» **Work task**
Print only the lines below, from the very first to the one containing "position:absolute; left:465px; top:203px;", exactly as they stand. Do not print pictures.

(Beginning of Data)

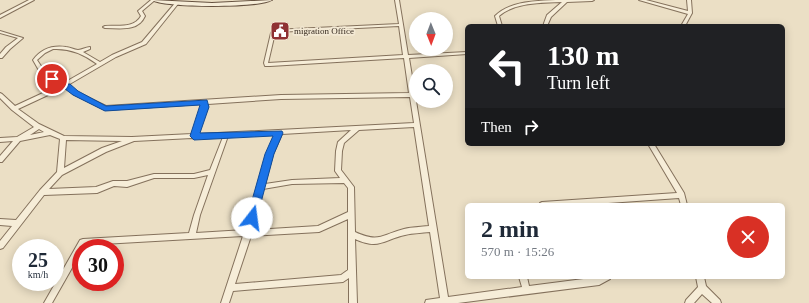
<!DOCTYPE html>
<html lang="en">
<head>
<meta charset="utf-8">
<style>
  body { margin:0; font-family:"Times New Roman",serif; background:#f2f2f3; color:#1f2937; height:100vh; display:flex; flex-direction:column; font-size:15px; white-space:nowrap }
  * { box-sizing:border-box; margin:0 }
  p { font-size:13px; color:#747a83 }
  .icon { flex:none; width:22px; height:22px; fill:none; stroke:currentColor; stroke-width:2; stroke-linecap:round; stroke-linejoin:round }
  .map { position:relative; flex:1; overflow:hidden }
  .drawer { position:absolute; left:465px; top:203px; width:320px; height:76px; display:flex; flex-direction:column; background:#fff; border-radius:6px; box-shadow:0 2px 10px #0003 }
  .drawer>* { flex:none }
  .hud { position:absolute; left:465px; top:24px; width:320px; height:122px; border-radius:6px; box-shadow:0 2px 10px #0003; background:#202124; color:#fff; overflow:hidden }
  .needle { width:26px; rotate:179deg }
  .controls { position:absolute; left:409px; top:12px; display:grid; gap:8px }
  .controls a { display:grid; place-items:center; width:44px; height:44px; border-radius:50%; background:#fff; box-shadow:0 2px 10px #0003; font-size:20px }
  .speed { position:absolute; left:12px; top:239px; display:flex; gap:8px; font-size:20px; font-weight:700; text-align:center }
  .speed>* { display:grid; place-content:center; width:52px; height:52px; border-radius:50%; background:#fff; box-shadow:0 2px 10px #0003; line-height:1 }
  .speed small { font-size:10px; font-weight:400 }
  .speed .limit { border:6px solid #d22; background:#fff; color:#111 }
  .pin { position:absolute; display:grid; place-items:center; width:34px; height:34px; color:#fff; margin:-17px; border:2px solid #fff; border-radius:50%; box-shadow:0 1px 4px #0007 }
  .me { position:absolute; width:44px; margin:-22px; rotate:15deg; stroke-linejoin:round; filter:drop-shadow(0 0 3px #0008) }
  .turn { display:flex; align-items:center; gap:14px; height:84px; padding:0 16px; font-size:18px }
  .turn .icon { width:52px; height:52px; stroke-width:2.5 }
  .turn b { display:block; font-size:28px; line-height:34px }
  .then { display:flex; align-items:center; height:38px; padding:0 16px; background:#0003; gap:8px; font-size:15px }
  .round { display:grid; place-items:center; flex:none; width:42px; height:42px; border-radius:21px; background:#f2f2f3 }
  .summary { display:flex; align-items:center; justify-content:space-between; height:68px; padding:0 16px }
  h1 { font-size:24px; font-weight:700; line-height:30px }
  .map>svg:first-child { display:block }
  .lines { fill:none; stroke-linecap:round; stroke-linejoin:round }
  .minor-casing { stroke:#84715c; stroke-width:2 }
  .secondary-casing { stroke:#665240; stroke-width:2 }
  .minor { fill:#f6edd8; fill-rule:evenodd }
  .secondary { fill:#f6edd8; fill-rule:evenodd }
  .route { fill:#1a73e8; stroke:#114b97 }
  .labels { text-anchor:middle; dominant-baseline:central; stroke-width:3.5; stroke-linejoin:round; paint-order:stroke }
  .far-poi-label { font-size:9px; fill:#362a1f; stroke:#f3e9d4; text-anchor:start }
</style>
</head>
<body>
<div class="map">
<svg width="809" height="303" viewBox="0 0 809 303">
  <rect width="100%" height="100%" fill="#ebdfc5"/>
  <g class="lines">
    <g class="minor-casing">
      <path id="minor" d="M29,0H34L0,18V15Z
        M151,0H155L142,11L145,16C138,32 120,28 105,28L103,27L105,26C117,25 134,29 141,16L138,11Z
        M395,0H399L408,55L467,52V54L409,58L448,297L522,287L519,277H527L529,286L599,277H611L610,279L599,285L458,303H425L426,300L440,298L430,232C422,233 413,233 405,235C383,240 379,250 355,239L357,303H349V278L343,282L233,291L229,303H221L243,236L85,245L83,248H81V252L52,303H44L80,240L83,239L189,233L194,215L208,175L194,178H154L127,187L114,186L97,193L44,195L3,248L0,249V241L12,226L0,225V219L16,220L40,190L57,172L60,139L50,135L20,141L2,162H0V156L13,141L0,142V138L17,137L34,127L12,110L0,98V93L2,94L15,106L58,86L41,74L33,60C41,49 52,45 66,47C70,47 74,50 78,50C82,50 86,47 90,47V49L83,52L100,62L112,55L142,42L176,2H177L179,3L178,4L146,44L116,57L68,85L77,92L106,106L281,95L409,93L404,58L270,66H265L264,63L271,33L273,30L399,24ZM399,26L403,55L268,63L275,33L276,32ZM53,49C69,48 84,54 97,64L62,84L45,72L37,60L45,53ZM63,88H66L73,94L105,110L202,104V107L192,134L132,137L64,136L39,124L18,109ZM410,97L414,123L198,134L208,107V104L281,99ZM414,127L429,226C421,227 412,227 404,229C381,235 379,243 355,232L354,187L341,170L342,151L344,143L359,130ZM39,129L44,132L30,135ZM351,130L338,142L336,151L335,171L340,178L292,180L265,184L273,154L282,134ZM276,134L267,154L245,230L196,233L200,215L228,136ZM223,137L210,170L194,174H154L127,181H113L96,187L49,189L62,175L106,152L134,141L192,138L194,139L196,138ZM66,140L122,141L102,148L64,168ZM344,183L348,188V212L318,226L252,230L263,189L292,184ZM348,219V270L341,275L235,284L251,236L319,232Z
        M556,0H594L592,1L567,2L551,17L547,26H543L547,15L562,2C542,3 515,2 499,16L502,26H498L495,16C510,1 536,1 556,0Z
        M639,0H646L688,11L687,0H691L692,13L685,26H681L688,14Z
        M0,31L23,38L10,49L2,58H0V54L6,47L18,38L0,33Z
        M648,144H654L684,193L687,205H681L679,198L580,205H539L540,203L542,202L677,193Z
        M696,277H704L706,286L720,300L721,303H712L702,294L694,303H685L686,300L698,287Z"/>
    </g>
    <g class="secondary-casing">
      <path id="secondary" d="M152,0L212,3L272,0C259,8 165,8 152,0Z"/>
    </g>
    <use href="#minor" class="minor"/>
    <use href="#secondary" class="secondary"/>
  </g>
  <path class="route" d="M52,77L63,84H70L78,91L106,106L207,100L209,107L200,133L282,131L283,133L274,154L256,221L252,222L249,221L247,218L265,154L273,136L194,140L190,136L200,105L105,111L73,95L65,89L59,88L48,79Z"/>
  <defs>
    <g id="civic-square" transform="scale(1)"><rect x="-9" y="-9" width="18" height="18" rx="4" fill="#8f3133" stroke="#f3e9d4"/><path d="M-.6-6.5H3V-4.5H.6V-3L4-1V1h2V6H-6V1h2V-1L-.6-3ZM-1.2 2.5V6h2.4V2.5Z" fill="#fff"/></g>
  </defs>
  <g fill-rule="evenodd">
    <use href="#civic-square" x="280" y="31"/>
  </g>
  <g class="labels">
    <g class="far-poi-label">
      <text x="294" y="31">migration Office</text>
    </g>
  </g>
</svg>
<div class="controls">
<a><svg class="needle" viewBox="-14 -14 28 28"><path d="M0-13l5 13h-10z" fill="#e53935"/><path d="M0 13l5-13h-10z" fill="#747a83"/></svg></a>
<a><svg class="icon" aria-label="search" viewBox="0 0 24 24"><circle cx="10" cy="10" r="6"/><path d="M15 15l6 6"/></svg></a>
</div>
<div class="speed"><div>25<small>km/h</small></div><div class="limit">30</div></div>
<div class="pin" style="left:52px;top:79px;background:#d93025"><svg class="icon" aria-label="arrive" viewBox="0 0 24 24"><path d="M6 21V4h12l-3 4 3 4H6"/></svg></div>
<svg class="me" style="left:252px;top:218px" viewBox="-20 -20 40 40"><circle r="19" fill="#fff"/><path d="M0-13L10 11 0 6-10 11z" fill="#1a73e8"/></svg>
<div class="hud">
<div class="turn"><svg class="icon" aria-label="left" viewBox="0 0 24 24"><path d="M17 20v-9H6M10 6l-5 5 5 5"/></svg><div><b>130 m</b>Turn left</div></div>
<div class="then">Then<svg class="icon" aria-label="right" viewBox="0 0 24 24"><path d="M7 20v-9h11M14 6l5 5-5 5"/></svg></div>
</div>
<section class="drawer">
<div class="summary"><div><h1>2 min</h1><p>570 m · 15:26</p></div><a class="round" style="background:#d93025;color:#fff"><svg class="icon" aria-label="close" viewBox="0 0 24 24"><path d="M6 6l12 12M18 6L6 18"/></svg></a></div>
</section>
</div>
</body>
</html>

(End of Data)

» **Solution to this problem**
<!DOCTYPE html>
<html lang="en">
<head>
<meta charset="utf-8">
<style>
  body { margin:0; font-family:"Times New Roman",serif; background:#f2f2f3; color:#1f2937; height:100vh; display:flex; flex-direction:column; font-size:15px; white-space:nowrap }
  * { box-sizing:border-box; margin:0 }
  p { font-size:13px; color:#747a83 }
  .icon { flex:none; width:22px; height:22px; fill:none; stroke:currentColor; stroke-width:2; stroke-linecap:round; stroke-linejoin:round }
  .map { position:relative; flex:1; overflow:hidden }
  .drawer { position:absolute; left:465px; top:203px; width:320px; height:76px; display:flex; flex-direction:column; background:#fff; border-radius:6px; box-shadow:0 2px 10px #0003 }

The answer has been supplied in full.